- ASSIGNED TASK -
For the records below, say how many lines contain the string "color". Give the number only.

- RECORDED INFORMATION -
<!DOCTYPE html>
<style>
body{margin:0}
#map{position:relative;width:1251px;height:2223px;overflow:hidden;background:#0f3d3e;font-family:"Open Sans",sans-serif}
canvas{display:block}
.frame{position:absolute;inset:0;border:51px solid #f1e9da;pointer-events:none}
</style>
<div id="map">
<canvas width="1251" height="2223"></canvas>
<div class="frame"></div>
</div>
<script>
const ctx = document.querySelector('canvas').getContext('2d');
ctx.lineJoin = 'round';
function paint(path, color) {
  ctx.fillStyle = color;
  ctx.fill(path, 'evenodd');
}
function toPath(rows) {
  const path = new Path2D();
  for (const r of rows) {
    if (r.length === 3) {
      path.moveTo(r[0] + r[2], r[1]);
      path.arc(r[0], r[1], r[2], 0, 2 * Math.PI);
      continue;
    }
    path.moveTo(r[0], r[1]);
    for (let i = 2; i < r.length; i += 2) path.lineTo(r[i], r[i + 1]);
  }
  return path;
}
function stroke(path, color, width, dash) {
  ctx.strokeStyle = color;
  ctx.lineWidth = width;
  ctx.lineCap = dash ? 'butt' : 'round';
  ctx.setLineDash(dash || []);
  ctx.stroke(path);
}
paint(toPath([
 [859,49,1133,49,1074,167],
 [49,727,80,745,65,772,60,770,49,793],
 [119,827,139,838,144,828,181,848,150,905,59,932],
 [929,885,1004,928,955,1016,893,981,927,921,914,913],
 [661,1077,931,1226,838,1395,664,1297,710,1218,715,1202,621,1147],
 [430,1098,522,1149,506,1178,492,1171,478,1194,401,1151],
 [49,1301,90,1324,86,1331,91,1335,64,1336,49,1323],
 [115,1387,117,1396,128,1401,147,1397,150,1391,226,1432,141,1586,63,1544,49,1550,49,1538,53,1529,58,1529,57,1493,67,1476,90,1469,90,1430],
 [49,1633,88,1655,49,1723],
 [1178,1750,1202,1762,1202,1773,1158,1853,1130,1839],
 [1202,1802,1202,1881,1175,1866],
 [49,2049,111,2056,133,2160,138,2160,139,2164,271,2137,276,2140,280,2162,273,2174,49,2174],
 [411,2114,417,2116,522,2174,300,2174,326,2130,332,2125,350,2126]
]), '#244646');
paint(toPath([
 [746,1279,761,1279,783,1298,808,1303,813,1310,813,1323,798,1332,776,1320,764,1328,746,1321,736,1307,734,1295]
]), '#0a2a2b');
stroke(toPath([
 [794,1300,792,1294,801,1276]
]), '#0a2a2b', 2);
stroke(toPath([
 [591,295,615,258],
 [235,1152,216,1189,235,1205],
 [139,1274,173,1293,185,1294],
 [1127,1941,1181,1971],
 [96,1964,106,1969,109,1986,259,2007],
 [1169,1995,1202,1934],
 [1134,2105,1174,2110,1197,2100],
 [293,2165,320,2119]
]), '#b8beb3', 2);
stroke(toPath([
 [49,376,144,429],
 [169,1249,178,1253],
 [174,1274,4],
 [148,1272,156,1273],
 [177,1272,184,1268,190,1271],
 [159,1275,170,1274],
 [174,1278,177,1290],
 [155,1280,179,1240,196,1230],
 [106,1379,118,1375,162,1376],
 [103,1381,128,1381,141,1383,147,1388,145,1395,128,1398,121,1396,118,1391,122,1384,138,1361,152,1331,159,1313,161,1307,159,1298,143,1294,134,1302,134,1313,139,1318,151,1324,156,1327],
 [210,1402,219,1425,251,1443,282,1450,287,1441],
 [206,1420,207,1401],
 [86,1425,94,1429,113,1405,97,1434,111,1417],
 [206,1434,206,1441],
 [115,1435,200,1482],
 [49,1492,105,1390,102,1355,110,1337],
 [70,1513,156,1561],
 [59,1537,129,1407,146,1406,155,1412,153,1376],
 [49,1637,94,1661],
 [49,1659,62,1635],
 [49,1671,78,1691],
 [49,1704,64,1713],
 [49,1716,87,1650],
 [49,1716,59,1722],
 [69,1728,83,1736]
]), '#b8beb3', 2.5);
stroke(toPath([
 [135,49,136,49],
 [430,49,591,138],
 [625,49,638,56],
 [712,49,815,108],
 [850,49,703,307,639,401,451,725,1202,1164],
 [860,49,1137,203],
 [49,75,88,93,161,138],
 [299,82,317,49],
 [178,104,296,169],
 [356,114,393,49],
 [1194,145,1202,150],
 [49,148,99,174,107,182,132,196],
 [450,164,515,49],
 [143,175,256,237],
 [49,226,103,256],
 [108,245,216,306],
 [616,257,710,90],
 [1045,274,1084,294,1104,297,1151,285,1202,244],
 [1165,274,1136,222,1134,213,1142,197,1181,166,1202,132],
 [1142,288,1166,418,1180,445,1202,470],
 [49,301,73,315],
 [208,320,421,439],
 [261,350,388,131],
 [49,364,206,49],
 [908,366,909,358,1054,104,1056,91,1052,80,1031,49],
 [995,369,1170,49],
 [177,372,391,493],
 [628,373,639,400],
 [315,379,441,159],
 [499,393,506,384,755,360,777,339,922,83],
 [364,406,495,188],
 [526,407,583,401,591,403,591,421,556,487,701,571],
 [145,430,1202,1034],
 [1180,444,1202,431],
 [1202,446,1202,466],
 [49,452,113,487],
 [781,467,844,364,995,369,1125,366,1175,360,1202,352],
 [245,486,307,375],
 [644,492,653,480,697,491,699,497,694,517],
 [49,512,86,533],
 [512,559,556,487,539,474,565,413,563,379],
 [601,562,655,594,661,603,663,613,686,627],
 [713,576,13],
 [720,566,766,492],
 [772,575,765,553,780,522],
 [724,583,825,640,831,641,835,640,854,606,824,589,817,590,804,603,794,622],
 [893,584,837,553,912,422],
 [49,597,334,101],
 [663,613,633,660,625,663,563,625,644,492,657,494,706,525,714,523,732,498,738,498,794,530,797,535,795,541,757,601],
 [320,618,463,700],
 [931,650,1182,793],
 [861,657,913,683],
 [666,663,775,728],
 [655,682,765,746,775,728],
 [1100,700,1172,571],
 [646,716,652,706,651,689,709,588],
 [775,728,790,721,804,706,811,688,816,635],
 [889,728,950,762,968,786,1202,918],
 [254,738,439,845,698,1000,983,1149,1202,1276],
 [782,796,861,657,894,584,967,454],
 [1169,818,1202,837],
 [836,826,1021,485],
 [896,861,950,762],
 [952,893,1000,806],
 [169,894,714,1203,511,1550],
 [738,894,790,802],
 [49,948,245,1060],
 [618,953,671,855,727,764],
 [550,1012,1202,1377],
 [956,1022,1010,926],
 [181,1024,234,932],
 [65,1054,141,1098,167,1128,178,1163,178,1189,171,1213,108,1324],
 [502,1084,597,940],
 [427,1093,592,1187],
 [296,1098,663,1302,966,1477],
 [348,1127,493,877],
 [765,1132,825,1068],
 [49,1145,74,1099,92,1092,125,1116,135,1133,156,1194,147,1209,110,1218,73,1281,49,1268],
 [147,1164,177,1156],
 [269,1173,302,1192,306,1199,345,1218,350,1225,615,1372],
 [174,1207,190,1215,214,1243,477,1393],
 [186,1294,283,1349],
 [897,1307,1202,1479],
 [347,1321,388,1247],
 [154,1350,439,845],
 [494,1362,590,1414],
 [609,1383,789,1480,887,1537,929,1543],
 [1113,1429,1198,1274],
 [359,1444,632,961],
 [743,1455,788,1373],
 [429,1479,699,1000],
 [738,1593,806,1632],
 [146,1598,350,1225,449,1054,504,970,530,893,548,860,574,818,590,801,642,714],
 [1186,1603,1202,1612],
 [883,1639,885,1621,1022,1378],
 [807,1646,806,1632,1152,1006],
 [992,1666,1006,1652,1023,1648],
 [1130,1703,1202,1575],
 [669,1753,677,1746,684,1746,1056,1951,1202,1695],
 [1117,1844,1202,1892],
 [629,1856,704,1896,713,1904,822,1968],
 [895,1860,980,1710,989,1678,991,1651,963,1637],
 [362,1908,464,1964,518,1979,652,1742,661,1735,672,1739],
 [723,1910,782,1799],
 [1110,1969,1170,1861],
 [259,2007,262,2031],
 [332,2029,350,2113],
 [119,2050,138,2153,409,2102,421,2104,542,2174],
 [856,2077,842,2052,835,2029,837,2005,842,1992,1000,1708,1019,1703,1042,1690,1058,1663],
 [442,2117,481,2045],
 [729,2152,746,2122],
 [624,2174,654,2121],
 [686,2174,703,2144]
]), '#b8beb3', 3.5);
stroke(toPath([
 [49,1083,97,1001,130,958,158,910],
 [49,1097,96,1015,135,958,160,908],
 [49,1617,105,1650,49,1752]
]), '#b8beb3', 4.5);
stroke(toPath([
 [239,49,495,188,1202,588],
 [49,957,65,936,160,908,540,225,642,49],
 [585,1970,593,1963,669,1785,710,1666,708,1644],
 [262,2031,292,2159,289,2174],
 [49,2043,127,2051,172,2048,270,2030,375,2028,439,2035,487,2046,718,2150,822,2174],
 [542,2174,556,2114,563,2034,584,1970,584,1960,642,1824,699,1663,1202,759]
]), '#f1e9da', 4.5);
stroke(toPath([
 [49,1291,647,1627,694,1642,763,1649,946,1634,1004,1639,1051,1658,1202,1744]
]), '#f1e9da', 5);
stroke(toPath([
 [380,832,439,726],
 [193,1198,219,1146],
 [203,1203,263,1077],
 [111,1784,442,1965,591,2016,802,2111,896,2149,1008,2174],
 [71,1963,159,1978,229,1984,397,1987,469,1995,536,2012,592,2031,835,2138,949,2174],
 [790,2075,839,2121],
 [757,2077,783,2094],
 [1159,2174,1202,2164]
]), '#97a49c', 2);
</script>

- SOLUTION TO THE PROBLEM -
4